Work to be completed: Find the line with "display:flex; justify-content:space-between; align-items:center;" in the entries below. Repeat it, every following line, and the line with "display:block; font-size:19px; white-space:nowrap", exactly and with nothing added.

Given data:
----------------

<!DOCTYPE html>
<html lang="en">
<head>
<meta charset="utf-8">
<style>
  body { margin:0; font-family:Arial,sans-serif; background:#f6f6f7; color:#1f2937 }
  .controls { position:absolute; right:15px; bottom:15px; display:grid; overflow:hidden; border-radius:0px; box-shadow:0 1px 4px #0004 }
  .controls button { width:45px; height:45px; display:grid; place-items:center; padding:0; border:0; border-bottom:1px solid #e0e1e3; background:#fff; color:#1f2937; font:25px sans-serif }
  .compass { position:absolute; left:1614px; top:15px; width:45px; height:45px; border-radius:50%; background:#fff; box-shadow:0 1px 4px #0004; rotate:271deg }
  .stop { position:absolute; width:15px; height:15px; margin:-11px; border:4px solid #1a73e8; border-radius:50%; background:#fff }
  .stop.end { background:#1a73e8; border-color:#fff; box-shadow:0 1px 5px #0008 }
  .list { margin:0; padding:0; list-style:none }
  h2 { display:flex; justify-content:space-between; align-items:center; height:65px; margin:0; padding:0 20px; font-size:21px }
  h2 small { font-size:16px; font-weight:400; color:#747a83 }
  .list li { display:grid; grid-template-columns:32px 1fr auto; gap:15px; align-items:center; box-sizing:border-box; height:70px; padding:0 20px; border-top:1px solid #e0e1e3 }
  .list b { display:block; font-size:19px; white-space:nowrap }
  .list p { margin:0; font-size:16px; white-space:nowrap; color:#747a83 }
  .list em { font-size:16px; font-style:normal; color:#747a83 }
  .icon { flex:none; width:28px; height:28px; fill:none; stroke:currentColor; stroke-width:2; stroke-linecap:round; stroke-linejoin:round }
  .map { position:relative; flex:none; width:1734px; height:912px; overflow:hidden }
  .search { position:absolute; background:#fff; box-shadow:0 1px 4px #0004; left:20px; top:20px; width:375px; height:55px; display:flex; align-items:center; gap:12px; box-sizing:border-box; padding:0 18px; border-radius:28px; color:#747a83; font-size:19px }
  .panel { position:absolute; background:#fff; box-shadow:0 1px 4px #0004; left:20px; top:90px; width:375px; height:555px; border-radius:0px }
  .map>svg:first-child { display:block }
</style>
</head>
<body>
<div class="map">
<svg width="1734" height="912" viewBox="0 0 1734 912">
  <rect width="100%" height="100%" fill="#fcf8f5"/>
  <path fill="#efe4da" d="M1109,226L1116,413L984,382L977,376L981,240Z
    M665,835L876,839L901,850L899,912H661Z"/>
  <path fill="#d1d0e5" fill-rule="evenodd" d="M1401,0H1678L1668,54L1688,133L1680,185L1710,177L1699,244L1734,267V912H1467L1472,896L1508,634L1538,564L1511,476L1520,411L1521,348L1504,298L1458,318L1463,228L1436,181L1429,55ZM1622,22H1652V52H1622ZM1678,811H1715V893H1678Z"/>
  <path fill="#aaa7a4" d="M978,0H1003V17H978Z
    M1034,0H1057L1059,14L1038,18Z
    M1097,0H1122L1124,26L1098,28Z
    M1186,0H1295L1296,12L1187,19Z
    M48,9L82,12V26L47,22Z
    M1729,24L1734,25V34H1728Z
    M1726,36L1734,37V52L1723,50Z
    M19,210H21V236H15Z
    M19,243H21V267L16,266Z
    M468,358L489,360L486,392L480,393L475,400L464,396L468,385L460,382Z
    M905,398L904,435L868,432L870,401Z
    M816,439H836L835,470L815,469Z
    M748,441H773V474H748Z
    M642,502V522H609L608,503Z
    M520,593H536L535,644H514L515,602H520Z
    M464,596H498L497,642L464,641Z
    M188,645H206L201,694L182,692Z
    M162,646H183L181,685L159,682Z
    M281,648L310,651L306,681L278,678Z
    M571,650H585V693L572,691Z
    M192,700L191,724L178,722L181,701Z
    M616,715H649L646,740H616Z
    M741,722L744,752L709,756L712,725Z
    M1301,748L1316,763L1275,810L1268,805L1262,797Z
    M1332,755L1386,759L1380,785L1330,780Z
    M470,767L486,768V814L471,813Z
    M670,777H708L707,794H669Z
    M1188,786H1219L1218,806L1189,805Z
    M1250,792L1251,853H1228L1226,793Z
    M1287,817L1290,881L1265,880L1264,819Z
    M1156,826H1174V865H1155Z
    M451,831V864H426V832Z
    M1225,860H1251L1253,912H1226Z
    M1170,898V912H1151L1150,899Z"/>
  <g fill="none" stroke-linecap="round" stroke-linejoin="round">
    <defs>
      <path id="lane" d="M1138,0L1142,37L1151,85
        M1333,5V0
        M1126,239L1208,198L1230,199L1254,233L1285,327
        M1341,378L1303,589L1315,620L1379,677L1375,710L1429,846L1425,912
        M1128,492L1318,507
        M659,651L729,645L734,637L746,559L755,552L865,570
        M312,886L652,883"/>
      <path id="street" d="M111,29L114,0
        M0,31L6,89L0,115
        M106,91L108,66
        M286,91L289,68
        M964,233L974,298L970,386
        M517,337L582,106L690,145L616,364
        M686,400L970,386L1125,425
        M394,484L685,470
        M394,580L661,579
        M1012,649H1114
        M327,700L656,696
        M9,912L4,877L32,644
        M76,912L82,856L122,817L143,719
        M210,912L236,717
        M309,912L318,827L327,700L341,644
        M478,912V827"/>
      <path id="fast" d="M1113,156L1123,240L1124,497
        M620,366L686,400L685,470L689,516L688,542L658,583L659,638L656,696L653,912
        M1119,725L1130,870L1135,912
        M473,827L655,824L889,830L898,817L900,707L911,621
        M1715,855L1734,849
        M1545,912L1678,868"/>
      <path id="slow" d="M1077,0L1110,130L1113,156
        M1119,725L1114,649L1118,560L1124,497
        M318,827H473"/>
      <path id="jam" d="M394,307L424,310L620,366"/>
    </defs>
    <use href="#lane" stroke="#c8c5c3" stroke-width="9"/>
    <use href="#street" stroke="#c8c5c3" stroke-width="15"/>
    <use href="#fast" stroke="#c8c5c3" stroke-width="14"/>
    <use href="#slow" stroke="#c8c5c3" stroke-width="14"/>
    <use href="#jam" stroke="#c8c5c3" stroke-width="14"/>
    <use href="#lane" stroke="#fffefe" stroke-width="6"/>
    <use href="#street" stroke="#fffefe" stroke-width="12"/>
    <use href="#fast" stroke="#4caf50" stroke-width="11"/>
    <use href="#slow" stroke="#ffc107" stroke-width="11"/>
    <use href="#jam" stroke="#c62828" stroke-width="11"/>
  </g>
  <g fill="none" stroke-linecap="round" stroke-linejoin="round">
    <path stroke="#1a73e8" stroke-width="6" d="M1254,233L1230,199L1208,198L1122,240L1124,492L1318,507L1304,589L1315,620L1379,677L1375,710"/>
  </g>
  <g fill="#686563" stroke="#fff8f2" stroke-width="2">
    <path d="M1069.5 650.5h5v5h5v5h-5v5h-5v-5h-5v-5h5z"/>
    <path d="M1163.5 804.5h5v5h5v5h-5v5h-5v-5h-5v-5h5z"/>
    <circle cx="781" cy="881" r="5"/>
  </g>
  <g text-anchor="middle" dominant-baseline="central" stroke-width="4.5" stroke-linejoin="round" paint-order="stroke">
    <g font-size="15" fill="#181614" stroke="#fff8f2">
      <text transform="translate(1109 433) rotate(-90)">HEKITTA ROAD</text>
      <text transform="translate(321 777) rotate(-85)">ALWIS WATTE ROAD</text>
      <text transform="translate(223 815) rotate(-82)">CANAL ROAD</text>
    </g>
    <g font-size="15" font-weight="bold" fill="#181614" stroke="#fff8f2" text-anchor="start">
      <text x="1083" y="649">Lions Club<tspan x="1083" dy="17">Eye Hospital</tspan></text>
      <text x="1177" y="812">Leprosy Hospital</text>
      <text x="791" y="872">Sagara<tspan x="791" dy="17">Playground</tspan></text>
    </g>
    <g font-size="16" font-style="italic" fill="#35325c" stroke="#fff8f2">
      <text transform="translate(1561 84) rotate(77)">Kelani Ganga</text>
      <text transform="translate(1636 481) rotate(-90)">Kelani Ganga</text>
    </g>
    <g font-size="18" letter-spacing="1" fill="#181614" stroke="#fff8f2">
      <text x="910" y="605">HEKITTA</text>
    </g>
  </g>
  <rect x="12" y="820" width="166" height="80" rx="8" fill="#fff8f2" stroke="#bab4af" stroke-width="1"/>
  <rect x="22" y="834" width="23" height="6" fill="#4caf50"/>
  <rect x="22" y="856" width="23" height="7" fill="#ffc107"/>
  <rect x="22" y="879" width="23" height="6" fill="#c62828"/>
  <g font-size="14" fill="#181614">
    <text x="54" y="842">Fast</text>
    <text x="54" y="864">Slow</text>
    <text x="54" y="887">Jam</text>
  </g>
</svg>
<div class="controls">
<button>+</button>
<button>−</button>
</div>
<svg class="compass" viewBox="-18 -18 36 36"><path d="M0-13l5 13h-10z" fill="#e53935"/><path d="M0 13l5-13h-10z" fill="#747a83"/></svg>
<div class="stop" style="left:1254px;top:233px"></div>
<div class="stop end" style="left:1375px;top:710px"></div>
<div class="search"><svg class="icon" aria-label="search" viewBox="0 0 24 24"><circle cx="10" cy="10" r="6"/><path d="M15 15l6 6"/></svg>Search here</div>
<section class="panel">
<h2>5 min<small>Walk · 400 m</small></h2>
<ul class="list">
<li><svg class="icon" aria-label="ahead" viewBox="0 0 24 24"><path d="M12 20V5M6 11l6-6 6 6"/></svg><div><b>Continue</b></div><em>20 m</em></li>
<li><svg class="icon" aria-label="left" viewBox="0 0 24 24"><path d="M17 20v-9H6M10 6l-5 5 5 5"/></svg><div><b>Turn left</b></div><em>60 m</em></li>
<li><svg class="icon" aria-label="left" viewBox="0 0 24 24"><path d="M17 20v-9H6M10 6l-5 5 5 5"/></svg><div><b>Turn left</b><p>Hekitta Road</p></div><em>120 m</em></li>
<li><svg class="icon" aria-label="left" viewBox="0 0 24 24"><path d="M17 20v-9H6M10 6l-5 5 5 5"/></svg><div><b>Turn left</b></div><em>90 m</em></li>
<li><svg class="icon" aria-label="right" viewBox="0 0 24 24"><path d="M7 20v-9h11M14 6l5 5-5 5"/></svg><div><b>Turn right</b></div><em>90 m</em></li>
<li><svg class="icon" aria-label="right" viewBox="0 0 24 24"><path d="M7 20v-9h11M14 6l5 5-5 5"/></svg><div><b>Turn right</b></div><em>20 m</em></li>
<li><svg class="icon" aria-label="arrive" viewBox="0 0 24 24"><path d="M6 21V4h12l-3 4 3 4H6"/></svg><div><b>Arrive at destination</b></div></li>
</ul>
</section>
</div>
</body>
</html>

----------------

Answer section:
  h2 { display:flex; justify-content:space-between; align-items:center; height:65px; margin:0; padding:0 20px; font-size:21px }
  h2 small { font-size:16px; font-weight:400; color:#747a83 }
  .list li { display:grid; grid-template-columns:32px 1fr auto; gap:15px; align-items:center; box-sizing:border-box; height:70px; padding:0 20px; border-top:1px solid #e0e1e3 }
  .list b { display:block; font-size:19px; white-space:nowrap }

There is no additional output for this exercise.